Hello Eik:

Thanks. I do not need to sample. Essentially, I have a do loop which produces 24 vectors of length of some length (say k=300) and 24 matrices of 300x300. Then, I simply need to  take the averages of these 24 vectors and matrices:

x=(x1+x2+...+x24)/k

y=(y1+y2+...+y24)/k

I am just looking for ways to do this in a do loop, which requires initialization (to 0's) of x and y. My struggle is not knowning length of x until x1 is produced in the first of the loop. Thanks.

Steven

On 2/28/2024 6:22 PM, Eik Vettorazzi wrote:
Hi Steven,
It's not entirely clear what you actually want to achieve in the end.
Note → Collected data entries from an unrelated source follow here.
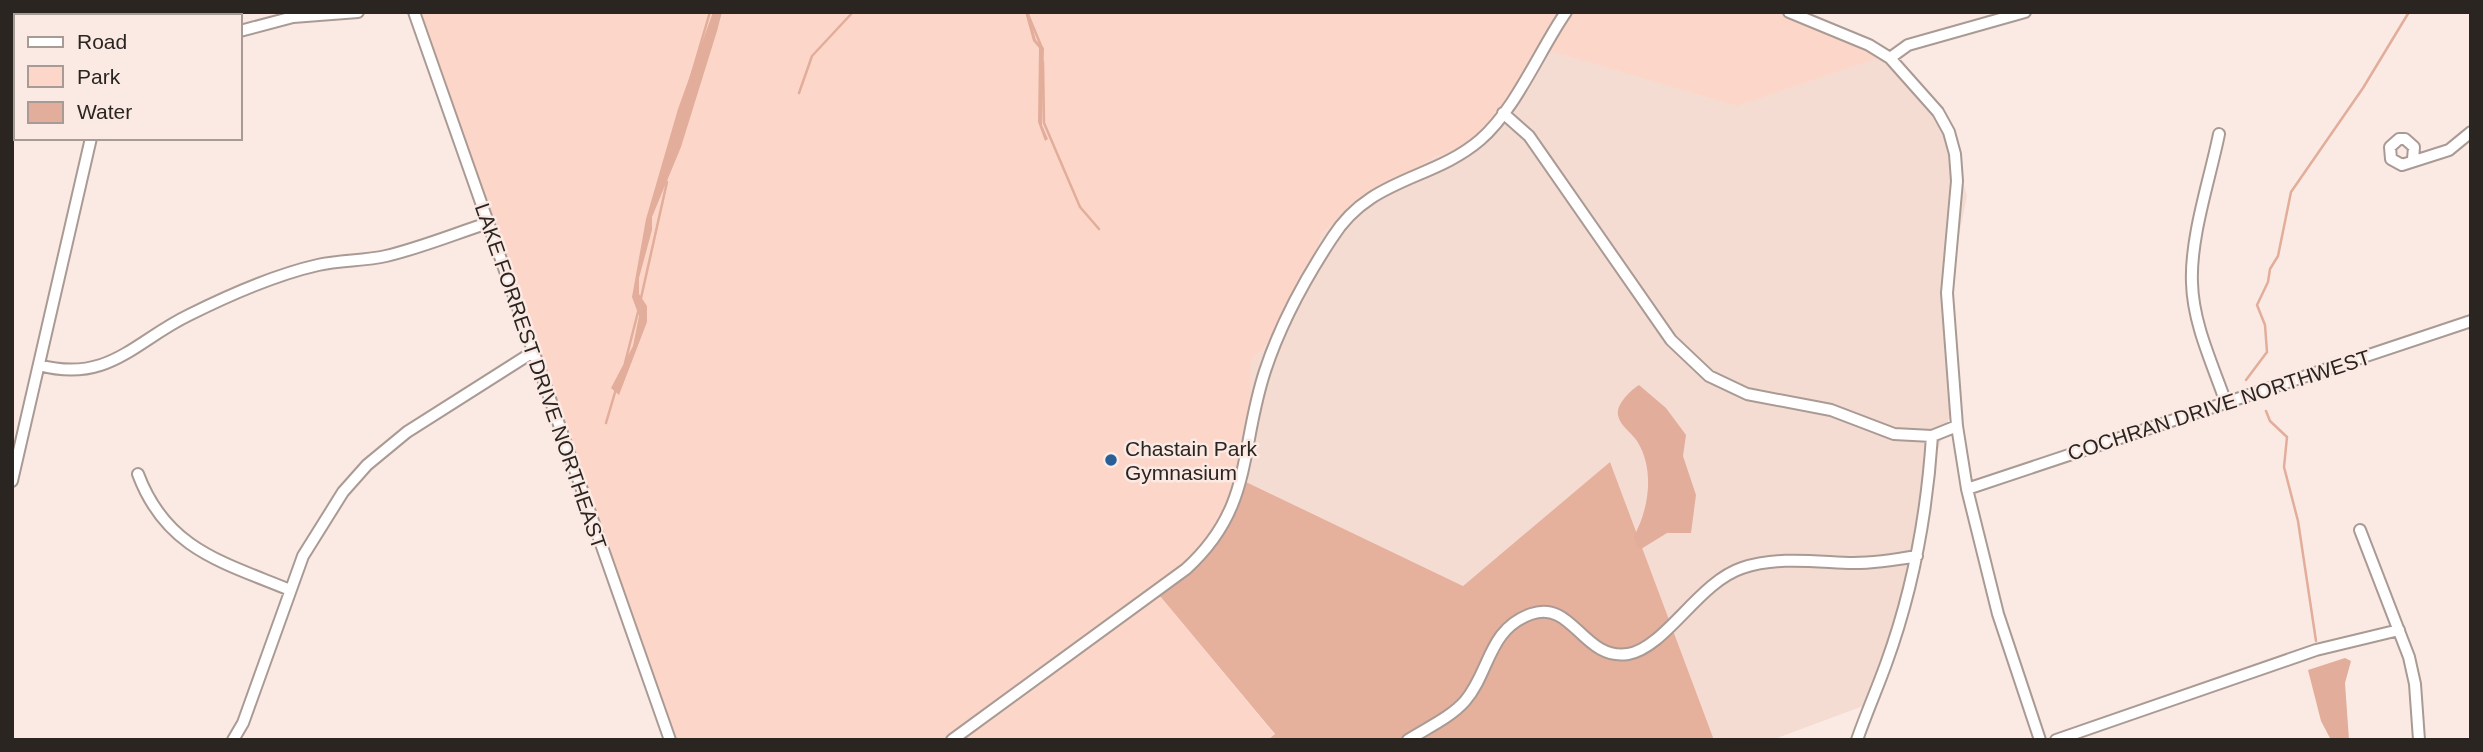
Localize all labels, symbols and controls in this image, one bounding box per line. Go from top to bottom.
legend [14,14,242,140]
text: Road [77,30,127,53]
text: Park [77,65,121,88]
text: Water [77,100,132,123]
street label: LAKE FORREST DRIVE NORTHEAST [471,200,611,552]
street label: COCHRAN DRIVE NORTHWEST [2065,345,2373,465]
place label: Chastain Park Gymnasium [1125,437,1257,484]
marker: Chastain Park Gymnasium [1103,452,1119,468]

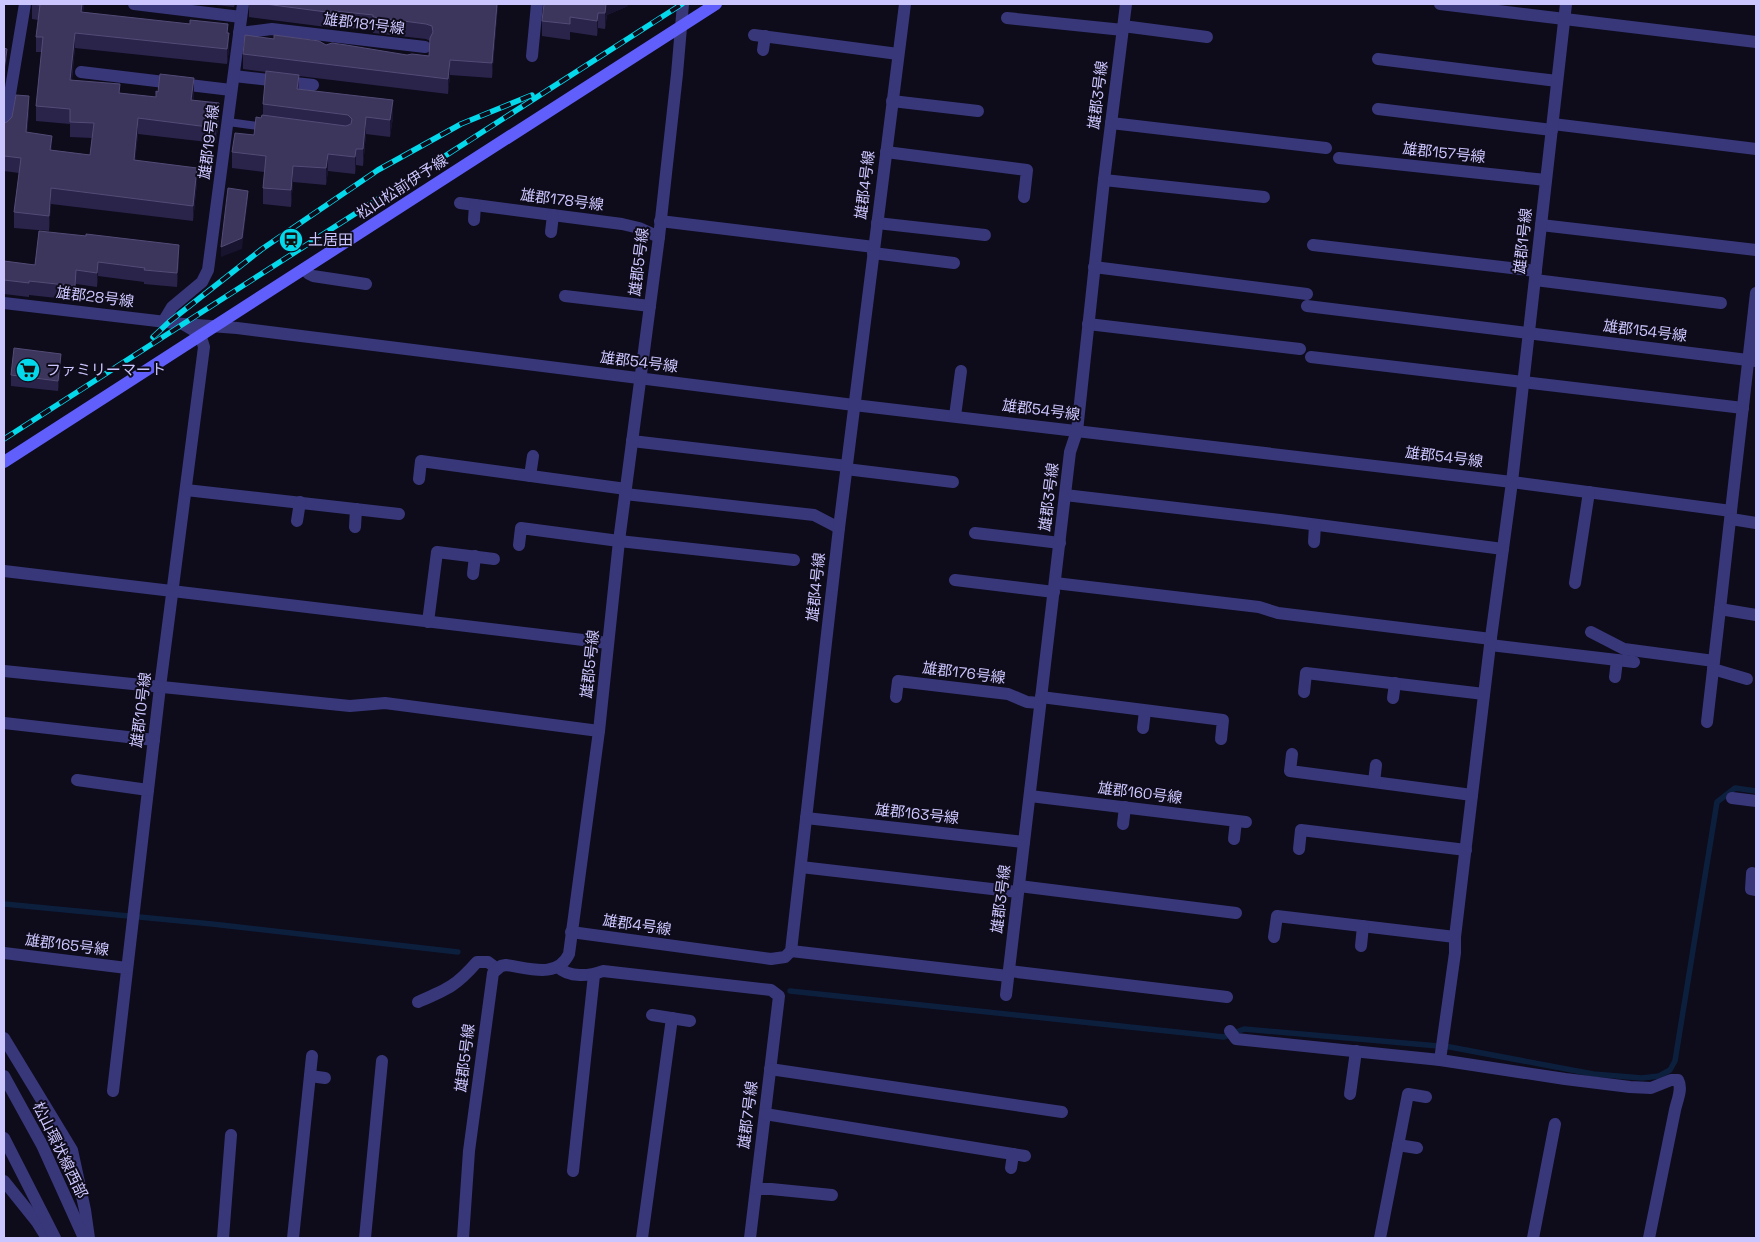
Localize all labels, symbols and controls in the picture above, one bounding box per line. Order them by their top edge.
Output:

As soon as you "know" x1, and assuming that the different "xi" do not differ in length in the real application, you know the length of the target vector. Instead of the loop, you can use 'Reduce' without having to initialize a starting vector.

# generate sample vectors, put them in a list

xi<-lapply(1:5, \(x)sample(5))

# look at xi
xi

# sum over xi
Reduce("+",xi)

this works also for matrices

# generate sample matrices, put them in a list
Xi<-lapply(1:3, \(x)matrix(sample(16), nrow=4))

# look at them
Xi

# sum over Xi
Reduce("+",Xi)

Hope that helps

Eik


Am 28.02.2024 um 09:56 schrieb Steven Yen:
Is there as way to initialize a vector (matrix) with an unknown length (dimension)? NULL does not seem to work. The lines below work with a vector of length 4 and a matrix of 4 x 4. What if I do not know initially the length/dimension of the vector/matrix?

All I want is to add up (accumulate)  the vector and matrix as I go through the loop.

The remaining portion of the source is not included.